[Stored data entries]
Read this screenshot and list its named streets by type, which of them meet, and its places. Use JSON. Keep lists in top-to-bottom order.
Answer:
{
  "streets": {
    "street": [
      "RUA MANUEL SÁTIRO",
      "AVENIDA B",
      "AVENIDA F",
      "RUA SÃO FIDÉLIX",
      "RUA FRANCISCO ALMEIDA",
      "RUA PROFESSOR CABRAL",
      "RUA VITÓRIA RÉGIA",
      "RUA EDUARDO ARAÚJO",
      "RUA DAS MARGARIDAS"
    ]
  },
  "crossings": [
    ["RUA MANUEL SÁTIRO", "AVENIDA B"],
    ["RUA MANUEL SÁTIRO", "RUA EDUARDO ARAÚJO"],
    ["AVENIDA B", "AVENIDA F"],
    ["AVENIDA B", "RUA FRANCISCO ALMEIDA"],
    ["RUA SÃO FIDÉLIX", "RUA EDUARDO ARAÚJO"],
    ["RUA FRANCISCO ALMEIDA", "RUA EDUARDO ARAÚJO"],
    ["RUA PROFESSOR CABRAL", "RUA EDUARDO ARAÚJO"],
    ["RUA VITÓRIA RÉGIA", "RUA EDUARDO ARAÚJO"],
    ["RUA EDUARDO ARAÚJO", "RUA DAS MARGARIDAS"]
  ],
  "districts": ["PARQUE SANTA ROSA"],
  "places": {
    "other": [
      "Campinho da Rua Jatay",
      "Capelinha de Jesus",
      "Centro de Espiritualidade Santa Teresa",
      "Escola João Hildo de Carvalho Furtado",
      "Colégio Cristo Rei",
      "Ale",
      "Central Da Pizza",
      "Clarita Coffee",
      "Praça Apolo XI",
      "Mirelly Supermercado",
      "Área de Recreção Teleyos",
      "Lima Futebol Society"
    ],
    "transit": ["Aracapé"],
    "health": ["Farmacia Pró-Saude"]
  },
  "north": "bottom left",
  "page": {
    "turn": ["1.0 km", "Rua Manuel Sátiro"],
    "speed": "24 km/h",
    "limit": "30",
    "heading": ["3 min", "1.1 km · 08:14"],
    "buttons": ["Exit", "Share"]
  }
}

• [What you have to do]
Every record must be written out again without any change.

• [Reply to the task]
Read this screenshot and list its named streets by type, which of them meet, and its places. Use JSON. Keep lists in top-to-bottom order.
Answer:
{
  "streets": {
    "street": [
      "RUA MANUEL SÁTIRO",
      "AVENIDA B",
      "AVENIDA F",
      "RUA SÃO FIDÉLIX",
      "RUA FRANCISCO ALMEIDA",
      "RUA PROFESSOR CABRAL",
      "RUA VITÓRIA RÉGIA",
      "RUA EDUARDO ARAÚJO",
      "RUA DAS MARGARIDAS"
    ]
  },
  "crossings": [
    ["RUA MANUEL SÁTIRO", "AVENIDA B"],
    ["RUA MANUEL SÁTIRO", "RUA EDUARDO ARAÚJO"],
    ["AVENIDA B", "AVENIDA F"],
    ["AVENIDA B", "RUA FRANCISCO ALMEIDA"],
    ["RUA SÃO FIDÉLIX", "RUA EDUARDO ARAÚJO"],
    ["RUA FRANCISCO ALMEIDA", "RUA EDUARDO ARAÚJO"],
    ["RUA PROFESSOR CABRAL", "RUA EDUARDO ARAÚJO"],
    ["RUA VITÓRIA RÉGIA", "RUA EDUARDO ARAÚJO"],
    ["RUA EDUARDO ARAÚJO", "RUA DAS MARGARIDAS"]
  ],
  "districts": ["PARQUE SANTA ROSA"],
  "places": {
    "other": [
      "Campinho da Rua Jatay",
      "Capelinha de Jesus",
      "Centro de Espiritualidade Santa Teresa",
      "Escola João Hildo de Carvalho Furtado",
      "Colégio Cristo Rei",
      "Ale",
      "Central Da Pizza",
      "Clarita Coffee",
      "Praça Apolo XI",
      "Mirelly Supermercado",
      "Área de Recreção Teleyos",
      "Lima Futebol Society"
    ],
    "transit": ["Aracapé"],
    "health": ["Farmacia Pró-Saude"]
  },
  "north": "bottom left",
  "page": {
    "turn": ["1.0 km", "Rua Manuel Sátiro"],
    "speed": "24 km/h",
    "limit": "30",
    "heading": ["3 min", "1.1 km · 08:14"],
    "buttons": ["Exit", "Share"]
  }
}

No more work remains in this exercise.